Wenn Trump Jr. morgens sein Apartment in einem Trump-Wohngebäude verlässt, in seinem Range Rover zur Arbeit fährt und die Lobby des Trump Tower betritt – in der soviel Marmor verlegt wurde, das der Weltmarktpreis kurzzeitig rasant gestiegen sein muss – begegnet ihm das Grinsen seines Vaters geschätzt drei Dutzend Mal. Als überdimensionales Porträt in der Halle, als kleine Bilder in einer Vitrine, in der Devotionalien ausgestellt sind: Trump-Krawatten, eine Trump-Sonnenbrille, Trump-Kaffeetassen, Trump-Golfbälle, Trump-Herrenduft und natürlich eine Kollektion von „You´re fired“-Handtüchern.

Trump und Sohn

 

Er nimmt dann einen in Goldtönen verspiegelten Aufzug, in dem man keinen Fingerabdruck findet (wie man in Trumps Bestsellern nachlesen kann, brüllt der Mogul persönlich ins Telefon, wenn etwas nicht perfekt gereinigt ist).

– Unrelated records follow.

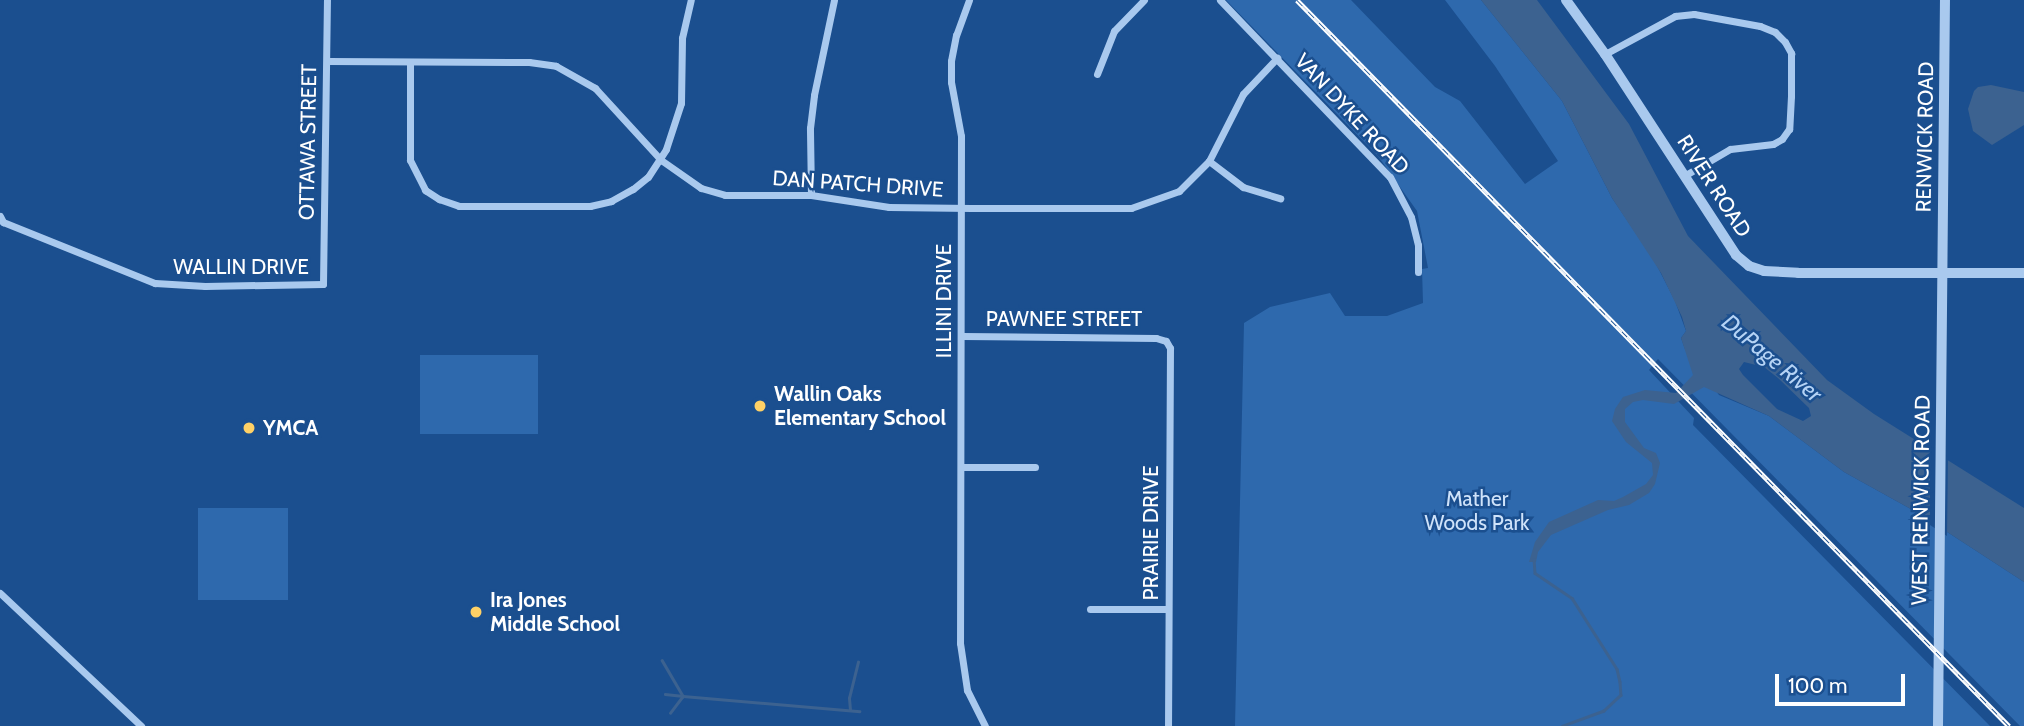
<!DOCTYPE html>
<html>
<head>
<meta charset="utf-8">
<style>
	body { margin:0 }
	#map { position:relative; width:2024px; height:726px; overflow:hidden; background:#1b4f8f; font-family:Cabin,sans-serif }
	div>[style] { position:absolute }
	.green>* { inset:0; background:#2e69ad; transform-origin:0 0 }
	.water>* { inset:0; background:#3c6290 }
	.pier>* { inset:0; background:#1b4f8f }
	.stream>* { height:2.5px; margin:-1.25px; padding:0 1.25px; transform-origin:1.25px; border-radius:1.25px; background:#3c6290 }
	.minor>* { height:7px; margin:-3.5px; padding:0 3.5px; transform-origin:3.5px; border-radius:3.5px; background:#a9c9ee }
	.tertiary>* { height:10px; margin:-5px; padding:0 5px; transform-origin:5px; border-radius:5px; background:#a9c9ee }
	.rail>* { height:5px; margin-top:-2.5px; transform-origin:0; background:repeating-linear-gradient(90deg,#1b4f8f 0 8px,#fff 0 16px); box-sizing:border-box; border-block:2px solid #fff }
	.dots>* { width:19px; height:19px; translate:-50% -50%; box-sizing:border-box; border:4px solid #1b4f8f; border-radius:50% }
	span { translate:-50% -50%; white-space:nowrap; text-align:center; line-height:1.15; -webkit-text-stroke:5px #1b4f8f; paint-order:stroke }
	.street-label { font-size:21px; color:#fff }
	.poi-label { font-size:21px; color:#fff; font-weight:700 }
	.left { translate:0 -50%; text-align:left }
	.park-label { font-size:21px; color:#cfe3fa }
	.water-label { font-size:23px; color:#b5d3f5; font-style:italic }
	.scale { position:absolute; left:1775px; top:674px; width:130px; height:32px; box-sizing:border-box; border:4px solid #fff; border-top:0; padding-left:9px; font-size:21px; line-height:24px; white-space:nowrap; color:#fff; -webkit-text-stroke:5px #1b4f8f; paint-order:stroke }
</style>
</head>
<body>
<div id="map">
	<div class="green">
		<i style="clip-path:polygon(1226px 0,1351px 0,1435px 87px,1460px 101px,1525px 184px,1558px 161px,1495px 66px,1445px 0,1481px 0,1562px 101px,1612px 198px,1654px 260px,1675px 301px,1686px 331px,1681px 338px,1685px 349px,1719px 395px,1769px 416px,1844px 472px,1918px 513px,2024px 582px,2024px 726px,2020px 726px,1658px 359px,1649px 370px,1694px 418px,1693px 425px,1990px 726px,1235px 726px,1244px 323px,1270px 307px,1330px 293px,1345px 316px,1387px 316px,1423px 303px,1422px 269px,1428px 268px,1417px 211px,1378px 156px)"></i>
		<i style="left:420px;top:355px;width:118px;height:79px"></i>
		<i style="left:198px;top:508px;width:90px;height:92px"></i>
	</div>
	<div class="water">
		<i style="clip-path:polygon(evenodd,1481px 0,1537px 0,1629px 124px,1688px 236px,1827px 380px,1874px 414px,2024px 508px,2024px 582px,1918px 513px,1844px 472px,1769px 416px,1704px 387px,1674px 404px,1643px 400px,1633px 402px,1625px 409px,1625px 422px,1644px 448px,1656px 453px,1660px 463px,1655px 484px,1649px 493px,1629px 505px,1608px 510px,1551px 535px,1538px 552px,1536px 562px,1529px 562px,1535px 542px,1549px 522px,1598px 500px,1614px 501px,1623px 497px,1646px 484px,1653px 475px,1652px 463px,1626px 442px,1612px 421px,1615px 409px,1623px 397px,1645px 390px,1676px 393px,1693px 375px,1681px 338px,1686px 331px,1682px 317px,1661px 273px,1612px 198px,1562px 101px,1481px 0,1744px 362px,1764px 367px,1778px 378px,1809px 408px,1811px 416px,1803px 421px,1777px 409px,1743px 375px,1739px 369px,1744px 362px)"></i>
		<i style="clip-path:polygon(1991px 85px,2024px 92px,2024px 125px,1992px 145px,1973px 131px,1968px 109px,1974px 91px,1978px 87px)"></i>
	</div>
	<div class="pier">
		<i style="clip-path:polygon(1930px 446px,1948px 457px,1947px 536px,1930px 525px)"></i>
	</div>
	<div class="stream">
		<i style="left:1534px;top:559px;width:14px;rotate:86deg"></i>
		<i style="left:1535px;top:573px;width:45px;rotate:34deg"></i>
		<i style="left:1572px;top:598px;width:84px;rotate:57.6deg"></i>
		<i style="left:1617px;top:669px;width:13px;rotate:77deg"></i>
		<i style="left:1620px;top:682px;width:13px;rotate:86deg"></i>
		<i style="left:1621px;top:695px;width:23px;rotate:137deg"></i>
		<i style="left:1604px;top:711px;width:44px;rotate:159.9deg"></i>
		<i style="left:662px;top:660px;width:42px;rotate:59.7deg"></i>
		<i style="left:683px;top:696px;width:177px;rotate:4.9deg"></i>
		<i style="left:665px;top:694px;width:18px;rotate:6deg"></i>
		<i style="left:850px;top:710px;width:12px;rotate:-95deg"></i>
		<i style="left:849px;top:698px;width:37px;rotate:-76deg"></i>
		<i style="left:670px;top:713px;width:21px;rotate:-53deg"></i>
	</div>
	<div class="minor">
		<i style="left:969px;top:0;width:37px;rotate:110deg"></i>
		<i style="left:956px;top:35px;width:26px;rotate:101deg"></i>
		<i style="left:951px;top:61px;width:21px;rotate:90deg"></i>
		<i style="left:951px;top:82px;width:55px;rotate:79.5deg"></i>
		<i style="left:961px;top:136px;width:507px;rotate:90.11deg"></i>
		<i style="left:960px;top:643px;width:48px;rotate:81.5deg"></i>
		<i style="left:967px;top:690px;width:40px;rotate:63.4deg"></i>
		<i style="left:1220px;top:0;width:245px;rotate:46.2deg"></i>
		<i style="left:1390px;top:177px;width:45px;rotate:62.3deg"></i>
		<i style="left:1411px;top:217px;width:29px;rotate:76deg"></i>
		<i style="left:1418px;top:245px;width:27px;rotate:90deg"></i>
		<i style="left:1605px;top:54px;width:80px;rotate:-28.5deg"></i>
		<i style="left:1675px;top:16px;width:19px;rotate:-6deg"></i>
		<i style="left:1694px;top:14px;width:67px;rotate:10.3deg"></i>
		<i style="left:1760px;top:26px;width:16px;rotate:22deg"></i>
		<i style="left:1775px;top:32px;width:14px;rotate:45deg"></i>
		<i style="left:1785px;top:42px;width:13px;rotate:61deg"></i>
		<i style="left:1791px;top:53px;width:43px;rotate:90deg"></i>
		<i style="left:1791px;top:96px;width:33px;rotate:93deg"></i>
		<i style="left:1789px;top:129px;width:12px;rotate:125deg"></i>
		<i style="left:1782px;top:139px;width:10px;rotate:151deg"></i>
		<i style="left:1773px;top:144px;width:43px;rotate:173.4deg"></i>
		<i style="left:1730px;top:149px;width:53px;rotate:149.6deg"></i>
		<i style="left:328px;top:61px;width:201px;rotate:0.3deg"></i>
		<i style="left:529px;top:62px;width:27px;rotate:8deg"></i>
		<i style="left:556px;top:66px;width:45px;rotate:29.4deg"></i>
		<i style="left:595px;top:88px;width:98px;rotate:47.5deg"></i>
		<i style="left:661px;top:160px;width:49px;rotate:35deg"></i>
		<i style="left:701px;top:188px;width:25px;rotate:16deg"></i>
		<i style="left:725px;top:195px;width:86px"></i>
		<i style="left:811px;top:195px;width:79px;rotate:8.7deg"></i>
		<i style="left:889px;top:207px;width:82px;rotate:0.7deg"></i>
		<i style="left:971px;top:208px;width:160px"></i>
		<i style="left:1131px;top:208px;width:51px;rotate:-19.5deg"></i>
		<i style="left:1179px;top:191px;width:42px;rotate:-45deg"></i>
		<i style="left:1209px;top:161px;width:75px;rotate:-63.1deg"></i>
		<i style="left:1243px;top:94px;width:50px;rotate:-46.6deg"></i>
		<i style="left:410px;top:63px;width:97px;rotate:90deg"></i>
		<i style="left:410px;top:160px;width:34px;rotate:63deg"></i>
		<i style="left:425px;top:190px;width:17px;rotate:33deg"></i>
		<i style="left:439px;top:199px;width:21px;rotate:19deg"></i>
		<i style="left:459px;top:206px;width:131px"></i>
		<i style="left:590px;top:206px;width:22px;rotate:-13deg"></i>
		<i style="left:611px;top:201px;width:25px;rotate:-29deg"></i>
		<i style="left:633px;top:189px;width:19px;rotate:-39deg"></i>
		<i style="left:648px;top:177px;width:33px;rotate:-57deg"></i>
		<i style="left:666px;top:149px;width:48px;rotate:-71.9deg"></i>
		<i style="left:681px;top:103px;width:65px;rotate:-89.1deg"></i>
		<i style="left:682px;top:38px;width:39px;rotate:-77deg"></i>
		<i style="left:1097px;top:74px;width:46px;rotate:-68.4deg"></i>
		<i style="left:1114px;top:31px;width:43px;rotate:-45.9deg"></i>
		<i style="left:1209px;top:161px;width:43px;rotate:37.4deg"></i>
		<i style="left:1243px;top:187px;width:39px;rotate:17deg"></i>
		<i style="left:811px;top:195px;width:67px;rotate:-90.9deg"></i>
		<i style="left:810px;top:128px;width:33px;rotate:-83deg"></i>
		<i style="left:814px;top:95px;width:97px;rotate:-78.1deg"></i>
		<i style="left:0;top:216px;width:7px;rotate:63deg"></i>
		<i style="left:3px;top:222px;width:164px;rotate:21.9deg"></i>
		<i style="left:155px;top:283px;width:50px;rotate:3.4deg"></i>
		<i style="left:205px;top:286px;width:118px;rotate:-1deg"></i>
		<i style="left:323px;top:284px;width:284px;rotate:-89.2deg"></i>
		<i style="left:962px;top:336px;width:194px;rotate:0.6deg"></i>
		<i style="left:1156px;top:338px;width:10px;rotate:17deg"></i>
		<i style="left:1166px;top:341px;width:8px;rotate:60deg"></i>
		<i style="left:1170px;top:348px;width:378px;rotate:90.3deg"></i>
		<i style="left:961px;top:467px;width:74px"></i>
		<i style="left:0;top:593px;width:194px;rotate:43.3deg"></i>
		<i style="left:1090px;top:609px;width:78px"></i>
	</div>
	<div class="tertiary">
		<i style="left:1566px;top:0;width:67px;rotate:54.2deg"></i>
		<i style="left:1605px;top:54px;width:240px;rotate:56.9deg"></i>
		<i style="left:1736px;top:255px;width:17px;rotate:40deg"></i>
		<i style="left:1749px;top:266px;width:16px;rotate:18deg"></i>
		<i style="left:1764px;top:271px;width:34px;rotate:3deg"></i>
		<i style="left:1798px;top:273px;width:226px"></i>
		<i style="left:1938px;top:726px;width:726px;rotate:-89.45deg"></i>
	</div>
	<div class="rail">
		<i style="left:1297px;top:0;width:1017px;rotate:45.56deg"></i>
	</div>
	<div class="dots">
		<i style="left:760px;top:406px;background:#ffd166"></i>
		<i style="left:249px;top:428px;background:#ffd166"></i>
		<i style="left:476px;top:612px;background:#ffd166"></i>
	</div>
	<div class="street-label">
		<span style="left:1352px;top:114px;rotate:47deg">VAN DYKE ROAD</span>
		<span style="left:1925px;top:137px;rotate:-89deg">RENWICK ROAD</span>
		<span style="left:308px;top:142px;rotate:-89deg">OTTAWA STREET</span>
		<span style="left:858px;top:184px;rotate:4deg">DAN PATCH DRIVE</span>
		<span style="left:1714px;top:186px;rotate:57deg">RIVER ROAD</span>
		<span style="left:241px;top:267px">WALLIN DRIVE</span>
		<span style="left:944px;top:301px;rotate:-90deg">ILLINI DRIVE</span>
		<span style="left:1064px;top:319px">PAWNEE STREET</span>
		<span style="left:1921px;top:500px;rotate:-89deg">WEST RENWICK ROAD</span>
		<span style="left:1151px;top:533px;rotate:-90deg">PRAIRIE DRIVE</span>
	</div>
	<div class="poi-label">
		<span class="left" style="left:774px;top:406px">Wallin Oaks<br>Elementary School</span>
		<span class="left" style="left:263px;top:428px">YMCA</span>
		<span class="left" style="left:490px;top:612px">Ira Jones<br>Middle School</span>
	</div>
	<div class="park-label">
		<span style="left:1477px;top:511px">Mather<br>Woods Park</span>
	</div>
	<div class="water-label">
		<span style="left:1772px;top:358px;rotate:40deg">DuPage River</span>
	</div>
	<div class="scale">100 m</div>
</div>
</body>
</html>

Dann grüßt er eine blonde Empfangsdame, die garantiert in einer von Trumps Modelagentur entdeckt wurde und kommt schließlich durch einen Flur, lückenlos mit gerahmten Titelseiten und Werbeplakaten dekoriert. Die Olympische Fackel, die Trump durch die Straßen New Yorks trug, steckt ebenfalls hinter Glas.

Der omnipräsente Trump

In gewisser Hinsicht arbeitet Trump Jr., der gerade mit einem gewinnenden Lächeln den Konferenzraum betritt, in einem als Büro genutzten Trump-Museum. Hinter seinem Stuhl klebt ein Werbeplakat für das Buch: „How to get rich.“ Nur eine Puppe, die auf Knopfdruck in 17 Variationen „You´re fired“ sagen kann, ist nicht zu entdecken.

Mr. Trump, wie fühlt man sich, wenn der eigene Vater allgegenwärtig ist?

Trump Jr. bittet seine Assistentin um eine Coke light.

„Ich wache nicht jeden Morgen auf, liege im Bett und frage mich, wie ich aus seinem Schatten treten kann“, antwortet er und holt dann, weil er die Frage bestimmt nicht zum ersten Mal hört, zu einem Kurzmonolog aus, der alle weiteren Fragen zum Thema Übervater verhindern möge. „Mal angenommen, das Leben wäre ein Pokerspiel: Dann wurde ich mit einem Royal Flash auf der Hand geboren. Ich mag sehr, was ich tue. Ich arbeite an Projekten, die wirklich sexy sind. Jetzt ist es an der Zeit, dass ich mir meinen eigenen Namen mache.“

Juniortrump legt sein Haar nicht auf links, sondern mit allerhand Gel (erstaunlicherweise noch nicht als Trump-Haargel im Handel), nach hinten. Er trägt ein lilafarbenes Hemd und Pferdemotive auf der Krawatte; seine Anzüge näht der Schneider seines Vaters zusammen. Er hat einen zupackenden Händedruck, einen robusten Brustkorb und erinnert insgesamt an den neuen Quaterback einer Highschool-Auswahl.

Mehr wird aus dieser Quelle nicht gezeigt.